On the other hand, I don't think there is any way to learn anything save through experience.  You learn by doing; there is no other way.  Larissa has done quite a bit, which is why she understands so much--and, most of all, has confidence in herself.  That's the first thing some teachers and professors would try to destroy.  Have you ever noticed that so many educators talk so condescendingly, not only to their students, but to almost anyone who isn't an educator of some sort.  Education administrators are the worst offenders.  If you're a parent and tried to explain to an assistant principal that you simply can't take time off from work to meet with him or her, you know what I mean.

Larissa has escaped everything I've described.   My cousin has escaped from other things, I think.  He apologizes to me for his "lack" of "education" even though I insist that he has no reason to defer to me.  

We went out to dinner last night.   Back in August, I saw him for the first time since I was ten years old.  He'd heard about my transition and surgery, and the people who weren't talking to me because of them, and offered to be a friend.  He hasn't tried to "study" me or, thankfully, tried to fit me into some gender-studies category.   

I am happy that we've reunited after the decades we've been apart.  And he's been very kind to me.  But last night, I started to believe that he wanted my friendship as much as he wanted to give me his.  I don't mind that at all.  As we talked, he described some rejections he has experienced from people who were related, or simply close, to him.  While he lost those relationships for entirely different reasons than I've lost mine, I do understand, at least somewhat, how he feels about them.  So, while he may not need me (which is also fine), I realized that, perhaps, he felt that I have something to offer him besides our familial (if peripherally so) relationship.

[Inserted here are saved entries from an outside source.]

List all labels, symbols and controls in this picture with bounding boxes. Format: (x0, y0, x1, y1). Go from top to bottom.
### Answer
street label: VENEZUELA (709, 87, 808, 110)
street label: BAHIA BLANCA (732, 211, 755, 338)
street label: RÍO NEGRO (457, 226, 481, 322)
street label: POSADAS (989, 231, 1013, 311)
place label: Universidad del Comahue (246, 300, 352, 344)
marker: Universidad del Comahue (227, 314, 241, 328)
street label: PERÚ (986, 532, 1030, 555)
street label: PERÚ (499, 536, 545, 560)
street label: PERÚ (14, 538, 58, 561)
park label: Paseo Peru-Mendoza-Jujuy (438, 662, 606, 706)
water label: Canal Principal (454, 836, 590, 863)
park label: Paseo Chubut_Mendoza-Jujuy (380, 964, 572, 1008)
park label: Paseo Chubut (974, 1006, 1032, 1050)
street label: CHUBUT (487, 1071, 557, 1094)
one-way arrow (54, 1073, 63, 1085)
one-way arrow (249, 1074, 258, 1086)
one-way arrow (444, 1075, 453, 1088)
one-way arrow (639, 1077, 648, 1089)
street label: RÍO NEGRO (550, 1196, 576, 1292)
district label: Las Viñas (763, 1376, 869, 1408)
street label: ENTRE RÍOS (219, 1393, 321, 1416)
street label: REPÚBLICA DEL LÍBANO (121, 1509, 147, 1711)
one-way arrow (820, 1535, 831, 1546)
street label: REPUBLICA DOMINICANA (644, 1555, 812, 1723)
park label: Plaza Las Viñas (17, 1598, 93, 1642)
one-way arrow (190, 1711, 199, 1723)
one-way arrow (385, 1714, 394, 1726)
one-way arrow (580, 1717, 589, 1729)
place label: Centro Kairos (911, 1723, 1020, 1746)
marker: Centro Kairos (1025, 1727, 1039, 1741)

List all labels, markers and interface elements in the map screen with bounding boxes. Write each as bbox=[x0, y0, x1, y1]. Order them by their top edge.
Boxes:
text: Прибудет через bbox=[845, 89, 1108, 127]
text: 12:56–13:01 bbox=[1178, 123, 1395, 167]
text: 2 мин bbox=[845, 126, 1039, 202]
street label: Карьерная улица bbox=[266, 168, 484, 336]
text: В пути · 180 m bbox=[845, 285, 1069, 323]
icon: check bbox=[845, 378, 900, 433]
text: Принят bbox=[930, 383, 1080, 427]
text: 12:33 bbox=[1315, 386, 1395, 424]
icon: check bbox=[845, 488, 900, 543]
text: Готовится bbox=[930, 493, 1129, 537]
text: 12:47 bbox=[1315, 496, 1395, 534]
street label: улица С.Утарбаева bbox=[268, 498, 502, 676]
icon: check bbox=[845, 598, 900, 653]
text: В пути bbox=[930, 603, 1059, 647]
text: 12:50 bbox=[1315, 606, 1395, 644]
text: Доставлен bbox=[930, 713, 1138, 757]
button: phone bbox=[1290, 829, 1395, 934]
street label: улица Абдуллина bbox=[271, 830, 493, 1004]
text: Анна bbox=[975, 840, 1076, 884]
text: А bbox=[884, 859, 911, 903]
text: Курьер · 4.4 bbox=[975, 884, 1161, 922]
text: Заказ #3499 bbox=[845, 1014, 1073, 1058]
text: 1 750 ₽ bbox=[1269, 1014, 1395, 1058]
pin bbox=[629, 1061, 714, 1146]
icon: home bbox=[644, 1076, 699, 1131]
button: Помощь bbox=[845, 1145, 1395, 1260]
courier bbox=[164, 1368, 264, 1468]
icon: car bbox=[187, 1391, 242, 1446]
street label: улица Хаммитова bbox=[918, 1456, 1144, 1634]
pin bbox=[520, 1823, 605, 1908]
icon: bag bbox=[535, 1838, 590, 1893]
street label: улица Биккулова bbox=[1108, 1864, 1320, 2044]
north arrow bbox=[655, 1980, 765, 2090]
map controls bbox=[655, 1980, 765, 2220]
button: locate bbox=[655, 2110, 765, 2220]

And, as with Larissa, it's nice to have a conversation with him because I can sense real efforts at, rather than mere gestures of, thought and feeling.  It's really nice not to listen to received opinions conveyed through rehearsed lines--or simply to feel smugness practically  oozing out of someone who's never met the kinds of people he or she is talking about.  

Oh well.  Two nice encounters in two days.  I am fortunate indeed.